00:24:30.000 And that doesn't even take into account their local debt.
00:24:33.000 Japan, it's something like 180% debt to GDP.
00:24:36.000 This country is 100% debt to GDP.
00:24:39.000 Every country in the European Union is flirting with a 100% or over 100% debt to GDP ratio.
00:24:46.000 All the major economies of Asia, all the major economies of Europe, the major economies of North America are propped up on unsustainable, unpayable amounts of debt.
00:24:58.000 And they're only growing, they're only increasing.
00:25:02.000 And at a certain point, we're not going to be able to spend money.
00:25:06.000 We're not going to be able to create wealth that doesn't exist.
00:25:09.000 At a certain point, The binge on cheap credit, the binge on near zero interest rates for well over 10 years is going to come to an end very unceremoniously.
00:25:22.000 And the question is not if that's going to happen.
00:25:26.000 The question, more or less, is when.
00:25:27.000 We know it's going to happen sometime in the next decade or so.
00:25:31.000 The question is, how much will it spread?
00:25:34.000 I mean, that's really the question is, will it be confined to North America?
00:25:38.000 Will it be confined to Europe?
00:25:39.000 Will it be confined to Asia?
00:25:41.000 It's going to start somewhere.
00:25:43.000 Every region has their economic faults.
00:25:45.000 Every region is like teetering on the brink of total collapse.
00:25:49.000 And if Europe sinks, Asia will sink.
00:25:52.000 The United States will sink.

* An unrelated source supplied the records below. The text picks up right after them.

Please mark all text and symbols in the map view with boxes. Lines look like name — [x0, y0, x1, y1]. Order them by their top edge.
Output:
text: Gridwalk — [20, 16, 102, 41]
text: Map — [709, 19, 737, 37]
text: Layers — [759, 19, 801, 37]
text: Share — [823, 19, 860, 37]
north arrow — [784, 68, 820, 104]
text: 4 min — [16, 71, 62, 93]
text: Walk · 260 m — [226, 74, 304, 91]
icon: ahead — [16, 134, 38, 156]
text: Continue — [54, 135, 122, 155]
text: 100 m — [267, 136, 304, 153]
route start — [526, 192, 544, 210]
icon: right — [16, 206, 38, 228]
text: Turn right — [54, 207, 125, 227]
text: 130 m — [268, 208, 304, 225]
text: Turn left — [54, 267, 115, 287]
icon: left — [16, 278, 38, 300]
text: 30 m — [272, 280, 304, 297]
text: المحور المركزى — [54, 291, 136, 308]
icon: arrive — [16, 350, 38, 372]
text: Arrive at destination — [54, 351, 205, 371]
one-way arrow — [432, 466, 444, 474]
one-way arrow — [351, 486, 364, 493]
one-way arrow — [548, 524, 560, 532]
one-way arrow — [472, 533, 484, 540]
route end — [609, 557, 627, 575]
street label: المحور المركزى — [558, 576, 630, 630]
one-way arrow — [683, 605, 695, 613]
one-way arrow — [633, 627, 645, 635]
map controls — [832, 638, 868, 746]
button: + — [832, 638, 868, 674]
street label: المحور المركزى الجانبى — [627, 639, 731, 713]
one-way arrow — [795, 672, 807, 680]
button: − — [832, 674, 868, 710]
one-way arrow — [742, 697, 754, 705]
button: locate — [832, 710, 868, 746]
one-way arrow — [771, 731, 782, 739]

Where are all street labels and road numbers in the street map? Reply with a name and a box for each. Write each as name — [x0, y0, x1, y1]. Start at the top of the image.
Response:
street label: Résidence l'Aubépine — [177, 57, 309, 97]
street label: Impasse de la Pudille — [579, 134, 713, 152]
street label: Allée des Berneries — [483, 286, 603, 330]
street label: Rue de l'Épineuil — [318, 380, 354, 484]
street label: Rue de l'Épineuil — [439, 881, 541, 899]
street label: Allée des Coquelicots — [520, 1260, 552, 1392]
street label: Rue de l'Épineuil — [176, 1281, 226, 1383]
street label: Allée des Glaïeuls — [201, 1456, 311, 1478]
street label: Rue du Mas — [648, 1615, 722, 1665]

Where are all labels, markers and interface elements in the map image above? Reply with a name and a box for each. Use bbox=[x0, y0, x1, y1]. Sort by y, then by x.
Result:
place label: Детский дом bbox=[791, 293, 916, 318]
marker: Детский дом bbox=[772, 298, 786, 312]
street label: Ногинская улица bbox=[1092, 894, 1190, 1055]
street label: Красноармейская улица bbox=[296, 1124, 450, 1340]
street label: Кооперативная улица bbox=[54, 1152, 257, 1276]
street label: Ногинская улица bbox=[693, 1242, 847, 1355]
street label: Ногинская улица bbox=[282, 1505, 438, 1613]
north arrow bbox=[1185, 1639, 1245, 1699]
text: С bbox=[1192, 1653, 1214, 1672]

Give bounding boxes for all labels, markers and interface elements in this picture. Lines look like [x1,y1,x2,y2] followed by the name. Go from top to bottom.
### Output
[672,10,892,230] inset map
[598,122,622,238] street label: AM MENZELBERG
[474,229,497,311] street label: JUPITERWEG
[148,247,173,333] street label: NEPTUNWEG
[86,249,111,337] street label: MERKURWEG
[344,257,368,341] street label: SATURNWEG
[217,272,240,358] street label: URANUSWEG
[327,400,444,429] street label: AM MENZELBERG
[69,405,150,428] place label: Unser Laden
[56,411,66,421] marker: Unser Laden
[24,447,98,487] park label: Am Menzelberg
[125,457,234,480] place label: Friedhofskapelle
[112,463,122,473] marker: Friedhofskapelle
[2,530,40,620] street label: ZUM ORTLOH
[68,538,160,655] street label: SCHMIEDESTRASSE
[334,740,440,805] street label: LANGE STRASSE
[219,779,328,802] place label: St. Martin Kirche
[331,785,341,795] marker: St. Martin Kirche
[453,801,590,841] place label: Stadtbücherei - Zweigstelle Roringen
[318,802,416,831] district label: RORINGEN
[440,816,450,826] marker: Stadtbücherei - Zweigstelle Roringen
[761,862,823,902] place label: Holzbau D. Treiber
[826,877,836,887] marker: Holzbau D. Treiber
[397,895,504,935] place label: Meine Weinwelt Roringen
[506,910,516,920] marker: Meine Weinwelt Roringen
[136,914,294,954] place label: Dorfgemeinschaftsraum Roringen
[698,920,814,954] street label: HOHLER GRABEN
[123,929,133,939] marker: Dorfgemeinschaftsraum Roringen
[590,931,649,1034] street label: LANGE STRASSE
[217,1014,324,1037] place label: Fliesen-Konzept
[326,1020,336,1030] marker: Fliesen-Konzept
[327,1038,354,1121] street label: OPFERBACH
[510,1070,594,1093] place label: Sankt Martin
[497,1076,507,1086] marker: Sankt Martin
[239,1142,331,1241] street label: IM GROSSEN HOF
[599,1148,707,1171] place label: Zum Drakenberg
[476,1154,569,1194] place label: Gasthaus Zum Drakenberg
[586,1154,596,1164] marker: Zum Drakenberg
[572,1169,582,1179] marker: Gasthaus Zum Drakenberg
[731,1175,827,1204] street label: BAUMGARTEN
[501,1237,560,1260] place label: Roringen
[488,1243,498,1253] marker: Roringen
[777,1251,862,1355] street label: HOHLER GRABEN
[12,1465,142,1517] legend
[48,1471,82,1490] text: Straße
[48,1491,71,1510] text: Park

00:25:54.000 And there are very few industries, there are very few sectors of the economy which will not be affected, which will not see everything tank.
00:26:01.000 You know, you saw in 2006, it was the housing bust, and people had places where they could put their money that were relatively safe from that.
00:26:09.000 In 2008, when it was the financial sector because of collateralized debt obligations, And, you know, that was part of the housing bust.
00:26:18.000 There were places that you could keep your money.
00:26:20.000 There were places that weren't so much affected.
00:26:22.000 I mean, there was a general downturn, but there were industries that were not totally destroyed and hollowed out by 2006 and 2008.
00:26:30.000 But in this economy, just about every sector is a bubble.
00:26:33.000 Just about every industry is affected by this massive expansion of credit, and therefore you have a bubble.
00:26:41.000 And so Bitcoin comes into play where people see that this is the one thing.
00:26:45.000 This is the one thing that might be safe from that.
00:26:47.000 Where, if the dollar collapses as a reserve currency of the world, if the dollar goes down, if the SP goes down, if these mutual funds go down, Bitcoin will be there with its own rules, with its finite supply, its steady rate of growth in terms of the supply of Bitcoins, and there will be trust in that.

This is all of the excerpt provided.